Why wouldn't they at least take the cash and untraceable gift cards? Or if it was a homeless person, why not take the warm clothes? Was one of my doors ajar when I locked it the night before? My car has an alarm, which should have gone off. Why did they lock the doors back up after not taking anything, but leaving my wallet on the seat for the entire world to view? So confused! It reminded me of that urban legend about the honeymooning couple in Jamaica whose room was 'disturbed' by an intruder, but nothing was taken ~ yet they returned home to find their toothbrushes had been 'tainted' (a la 'up the ass') by the unknown villain. Needless to say, this was the first thing that came to mind, and I ditched my bottle of water and lip balm instantly. But seriously, WTF? Others have told me that it sounded like an angry ex. But I bought this car since I've been single, so no exes would've even known to look for it...

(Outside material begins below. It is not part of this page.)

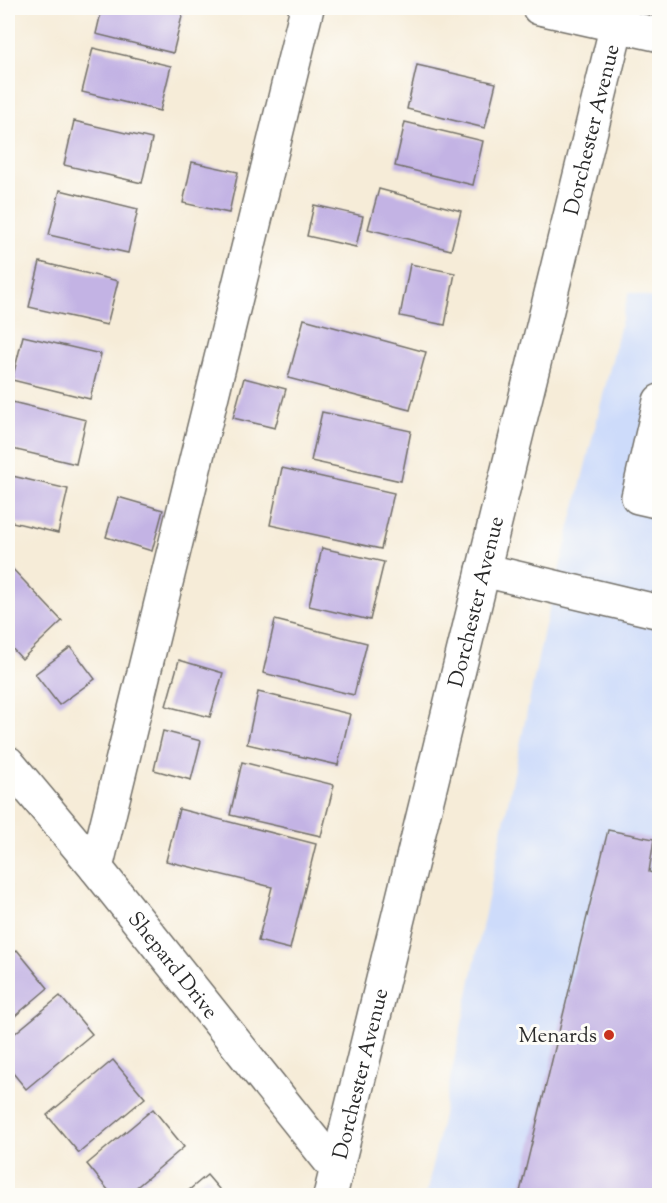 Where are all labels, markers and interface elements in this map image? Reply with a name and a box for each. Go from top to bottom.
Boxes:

http://blog.anthonybeard.com/2009/03/11/br99889-1.jpg

But I digress.

I also have been going out a lot more after my uber long work days, which has been nice to reconnect, but has also left me incredibly tired. I'm getting so old.

Over the weekend, I helped out at the Transformer Art Gallery Auction, held at the Mexican Cultural Center a few blocks from my house, here in DC. It was pretty amazing. I reconnected with a lot of old friends, found some more people to interview for this here trusty blog, and was hit on ad nauseum by hott artsy ladies, and short, well coiffed gay men. It was hilarious. There was this one woman who looked like a more gorgeous version of a young Debbie Harry who kept flirting with me all night, and a 6'7" bear of a man, who kept hugging me all night, despite his wife being affixed to his hip. Odd. Nice to know I "still got it!"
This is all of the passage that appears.